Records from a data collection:
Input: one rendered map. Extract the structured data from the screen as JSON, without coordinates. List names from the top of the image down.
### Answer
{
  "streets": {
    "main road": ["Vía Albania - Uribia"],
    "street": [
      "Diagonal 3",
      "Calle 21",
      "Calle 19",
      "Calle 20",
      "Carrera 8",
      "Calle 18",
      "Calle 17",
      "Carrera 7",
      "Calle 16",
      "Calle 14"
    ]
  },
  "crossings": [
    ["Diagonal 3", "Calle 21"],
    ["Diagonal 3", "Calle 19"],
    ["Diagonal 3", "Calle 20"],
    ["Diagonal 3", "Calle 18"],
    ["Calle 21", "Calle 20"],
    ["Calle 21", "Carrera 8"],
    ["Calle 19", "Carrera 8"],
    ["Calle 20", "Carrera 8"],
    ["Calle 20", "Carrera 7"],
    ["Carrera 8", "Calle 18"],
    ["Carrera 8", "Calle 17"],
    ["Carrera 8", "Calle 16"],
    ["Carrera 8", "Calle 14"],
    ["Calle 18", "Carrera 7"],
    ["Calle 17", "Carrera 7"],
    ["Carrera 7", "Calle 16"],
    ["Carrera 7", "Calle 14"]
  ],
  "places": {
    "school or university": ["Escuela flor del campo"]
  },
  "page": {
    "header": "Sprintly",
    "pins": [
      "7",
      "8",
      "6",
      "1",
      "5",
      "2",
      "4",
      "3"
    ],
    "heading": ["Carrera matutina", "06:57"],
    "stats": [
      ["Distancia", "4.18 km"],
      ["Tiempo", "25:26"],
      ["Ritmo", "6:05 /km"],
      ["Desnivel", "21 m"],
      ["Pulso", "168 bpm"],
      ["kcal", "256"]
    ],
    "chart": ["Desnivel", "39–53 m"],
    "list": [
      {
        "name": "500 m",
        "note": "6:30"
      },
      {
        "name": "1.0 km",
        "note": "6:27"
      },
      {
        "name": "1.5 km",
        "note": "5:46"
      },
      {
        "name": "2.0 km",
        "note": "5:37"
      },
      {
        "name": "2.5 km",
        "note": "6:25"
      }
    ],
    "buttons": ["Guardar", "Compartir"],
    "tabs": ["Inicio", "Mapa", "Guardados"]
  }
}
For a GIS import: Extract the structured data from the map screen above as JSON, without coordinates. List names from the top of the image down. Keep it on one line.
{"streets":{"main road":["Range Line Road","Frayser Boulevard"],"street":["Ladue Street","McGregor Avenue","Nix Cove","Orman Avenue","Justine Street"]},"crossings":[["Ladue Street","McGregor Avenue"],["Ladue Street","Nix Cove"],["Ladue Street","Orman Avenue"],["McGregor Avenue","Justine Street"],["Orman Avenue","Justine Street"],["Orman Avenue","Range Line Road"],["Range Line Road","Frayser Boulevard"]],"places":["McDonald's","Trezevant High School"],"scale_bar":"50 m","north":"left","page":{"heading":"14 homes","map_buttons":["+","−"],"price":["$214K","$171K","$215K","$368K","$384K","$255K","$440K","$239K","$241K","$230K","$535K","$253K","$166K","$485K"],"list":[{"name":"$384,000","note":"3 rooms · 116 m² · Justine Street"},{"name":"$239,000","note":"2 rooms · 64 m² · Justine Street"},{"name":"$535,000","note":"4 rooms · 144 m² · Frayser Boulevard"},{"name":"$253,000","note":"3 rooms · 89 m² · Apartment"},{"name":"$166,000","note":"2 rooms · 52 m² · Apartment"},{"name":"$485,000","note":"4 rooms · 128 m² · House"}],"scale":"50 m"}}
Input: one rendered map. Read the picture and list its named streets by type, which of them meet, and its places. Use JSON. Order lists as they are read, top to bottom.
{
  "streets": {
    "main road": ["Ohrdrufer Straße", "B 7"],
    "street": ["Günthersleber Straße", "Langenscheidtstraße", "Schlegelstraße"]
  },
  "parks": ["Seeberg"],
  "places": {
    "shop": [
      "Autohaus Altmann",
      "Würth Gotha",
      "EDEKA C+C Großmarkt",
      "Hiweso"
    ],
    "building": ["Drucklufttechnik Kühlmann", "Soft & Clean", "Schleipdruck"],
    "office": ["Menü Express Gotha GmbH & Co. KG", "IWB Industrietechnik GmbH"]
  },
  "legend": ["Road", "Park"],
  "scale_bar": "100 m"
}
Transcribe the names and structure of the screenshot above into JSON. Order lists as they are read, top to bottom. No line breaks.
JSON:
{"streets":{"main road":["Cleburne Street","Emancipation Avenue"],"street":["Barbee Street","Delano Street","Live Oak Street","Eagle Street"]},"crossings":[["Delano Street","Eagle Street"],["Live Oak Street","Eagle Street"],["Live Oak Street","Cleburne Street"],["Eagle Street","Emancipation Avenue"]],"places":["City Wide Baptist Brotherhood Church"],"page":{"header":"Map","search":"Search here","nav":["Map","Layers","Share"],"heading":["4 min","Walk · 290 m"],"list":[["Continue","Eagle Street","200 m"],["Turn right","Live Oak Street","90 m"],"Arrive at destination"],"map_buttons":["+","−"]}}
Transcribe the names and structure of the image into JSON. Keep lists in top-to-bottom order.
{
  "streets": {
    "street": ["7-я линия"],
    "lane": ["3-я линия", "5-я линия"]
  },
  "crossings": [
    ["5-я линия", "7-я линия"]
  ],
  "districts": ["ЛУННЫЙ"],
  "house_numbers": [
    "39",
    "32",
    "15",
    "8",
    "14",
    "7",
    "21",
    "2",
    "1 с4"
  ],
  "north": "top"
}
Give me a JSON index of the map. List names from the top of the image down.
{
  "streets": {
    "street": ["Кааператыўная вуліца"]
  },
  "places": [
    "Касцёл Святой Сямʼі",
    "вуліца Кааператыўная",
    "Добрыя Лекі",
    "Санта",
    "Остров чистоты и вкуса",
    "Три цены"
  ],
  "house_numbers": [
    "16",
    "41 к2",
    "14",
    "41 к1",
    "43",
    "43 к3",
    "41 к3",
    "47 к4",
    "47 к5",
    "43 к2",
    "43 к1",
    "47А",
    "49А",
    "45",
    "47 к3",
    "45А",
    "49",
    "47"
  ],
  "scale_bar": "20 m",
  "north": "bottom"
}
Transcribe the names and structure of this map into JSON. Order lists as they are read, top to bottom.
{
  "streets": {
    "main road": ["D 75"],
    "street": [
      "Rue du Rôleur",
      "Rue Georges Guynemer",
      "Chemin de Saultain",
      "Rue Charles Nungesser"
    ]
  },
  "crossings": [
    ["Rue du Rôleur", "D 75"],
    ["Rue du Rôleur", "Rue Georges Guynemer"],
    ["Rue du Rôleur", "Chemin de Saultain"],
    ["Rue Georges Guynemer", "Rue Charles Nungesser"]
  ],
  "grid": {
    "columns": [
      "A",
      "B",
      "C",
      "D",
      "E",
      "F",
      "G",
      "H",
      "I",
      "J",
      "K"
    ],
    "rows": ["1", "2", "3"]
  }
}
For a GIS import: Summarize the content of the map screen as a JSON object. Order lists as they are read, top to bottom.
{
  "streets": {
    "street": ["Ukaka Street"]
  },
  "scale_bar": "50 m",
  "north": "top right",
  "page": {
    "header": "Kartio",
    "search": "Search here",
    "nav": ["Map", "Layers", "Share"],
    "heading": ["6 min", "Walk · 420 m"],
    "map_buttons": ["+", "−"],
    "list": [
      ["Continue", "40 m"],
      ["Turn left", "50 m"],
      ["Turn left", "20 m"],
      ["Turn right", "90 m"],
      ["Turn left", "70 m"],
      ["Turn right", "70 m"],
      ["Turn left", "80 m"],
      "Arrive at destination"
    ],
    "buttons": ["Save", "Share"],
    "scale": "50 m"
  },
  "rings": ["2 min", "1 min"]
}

» PROBLEM
The answer is every line in the data where the word "вуліца" appears.

» ANSWER TO THE PROBLEM
    "street": ["Кааператыўная вуліца"]
    "вуліца Кааператыўная",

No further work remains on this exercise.